Precognition Labs removed enterprise security blockers and became audit-ready in under two weeks using ComplyJet.
See the customer story for the full breakdown of what changed.
If manual evidence gathering is what's slowing your team down, a best SOC 2 software comparison shows exactly how automation platforms stack up against doing it all by hand.
Speed and cost solve half the problem. The other half is simply speaking the right language once your report is finally in hand.
SSAE 18 and SOC 2 Terminology You Are Getting Wrong
Small phrasing mistakes cost real credibility during procurement calls. Here are the six most common terms founders get wrong, and the correct way to say each one.
"SSAE 18 certified" does not exist. Say "we have an issued SOC 2 Type 2 report" instead. No certificate exists under this name from the AICPA.
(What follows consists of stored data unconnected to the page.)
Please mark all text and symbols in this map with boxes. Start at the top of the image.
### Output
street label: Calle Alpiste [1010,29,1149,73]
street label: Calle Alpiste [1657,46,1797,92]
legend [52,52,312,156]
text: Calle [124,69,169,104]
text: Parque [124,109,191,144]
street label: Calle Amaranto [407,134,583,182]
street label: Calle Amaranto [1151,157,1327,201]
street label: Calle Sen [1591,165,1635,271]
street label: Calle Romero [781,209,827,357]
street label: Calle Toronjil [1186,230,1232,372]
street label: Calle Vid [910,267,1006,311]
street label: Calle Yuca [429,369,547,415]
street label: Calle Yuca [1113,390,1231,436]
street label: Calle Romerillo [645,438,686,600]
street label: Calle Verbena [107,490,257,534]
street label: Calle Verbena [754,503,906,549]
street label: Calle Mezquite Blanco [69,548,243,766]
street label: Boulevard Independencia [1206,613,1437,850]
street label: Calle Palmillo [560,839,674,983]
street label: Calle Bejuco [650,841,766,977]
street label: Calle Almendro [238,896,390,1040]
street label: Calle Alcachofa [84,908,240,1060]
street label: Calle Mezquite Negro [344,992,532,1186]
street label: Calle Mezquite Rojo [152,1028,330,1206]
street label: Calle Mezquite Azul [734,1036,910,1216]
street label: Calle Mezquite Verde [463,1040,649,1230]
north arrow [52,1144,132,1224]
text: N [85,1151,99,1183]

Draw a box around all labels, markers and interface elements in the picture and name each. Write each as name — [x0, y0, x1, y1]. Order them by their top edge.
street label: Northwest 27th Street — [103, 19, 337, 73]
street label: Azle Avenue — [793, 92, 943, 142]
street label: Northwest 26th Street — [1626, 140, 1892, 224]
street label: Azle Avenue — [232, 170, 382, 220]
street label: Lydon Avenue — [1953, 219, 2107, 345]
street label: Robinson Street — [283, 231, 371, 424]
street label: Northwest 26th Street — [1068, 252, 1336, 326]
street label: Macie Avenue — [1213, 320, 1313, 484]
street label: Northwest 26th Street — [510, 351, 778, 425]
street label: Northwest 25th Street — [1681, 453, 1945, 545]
"SOC 2 compliant" is informal and vague. Say "we have a current SOC 2 Type 2 report" to sound precise and accurate in front of security reviewers.
"SSAE 18 and SOC 2 are the same" is false. SSAE 18 is the standard. SOC 2 is the report. They operate at completely different levels.
"SOC 1 is outdated" is also false. SOC 1 and SOC 2 serve entirely different audiences. Neither one replaces the other, no matter how new your company is.
Why this matters?
Enterprise security teams notice phrasing mistakes immediately. Getting this language right signals that your team actually understands its own compliance requirements, not just the marketing version.
With the terminology sorted, let's close out the confusing parts with quick, direct answers to the questions people ask most.
Frequently Asked Questions About SSAE 18 and SOC 2
Can a startup skip SOC 2 Type 1 and go straight to Type 2?
Yes. There is no rule requiring Type 1 first. Many companies go directly to Type 2 because that is what enterprise buyers expect from a serious vendor.
How long does a SOC 2 report stay valid?
Typically 12 months from the end of the audit period. The report does not officially expire, but buyers expect a fresh one after that window. Read the full SOC 2 report validity guide for the exact rules.
What is a subservice organisation?
Any outside vendor helping deliver your product, like AWS or a payment processor. SSAE 18 requires your report to explain how you monitor those vendors closely.
What is ISAE 3402, and when do I need it?
It is the international version of SOC 1, built for clients outside the United States. Global fintech and payroll companies often need it alongside SOC 1.
Can a company hold both a SOC 1 and SOC 2 report?
Yes, and many fintech and payroll companies do exactly that. Finance teams review the SOC 1. Security teams review the SOC 2 at the same time.
Who is qualified to issue a SOC 2 report?
Only a licensed CPA firm registered with the AICPA can issue one. Internal teams can prepare evidence, but the final attestation report must come from an independent auditor.
What happens if my audit finds control failures?
Your report gets a qualified opinion instead of a clean one. Most buyers still review it, but they will ask about your remediation plan before moving forward.
Conclusion
SSAE 18 is the standard. SOC 2 is the report it produces. That single distinction clears up almost every confusing sentence in a security questionnaire.

SOC 1 protects financial reporting. SOC 2 protects data and operations. Type 2 is what serious enterprise buyers actually expect to see before signing.
None of this is a one-time task. SOC 2 renews every year, and staying current is what keeps enterprise deals moving instead of stalling in legal review.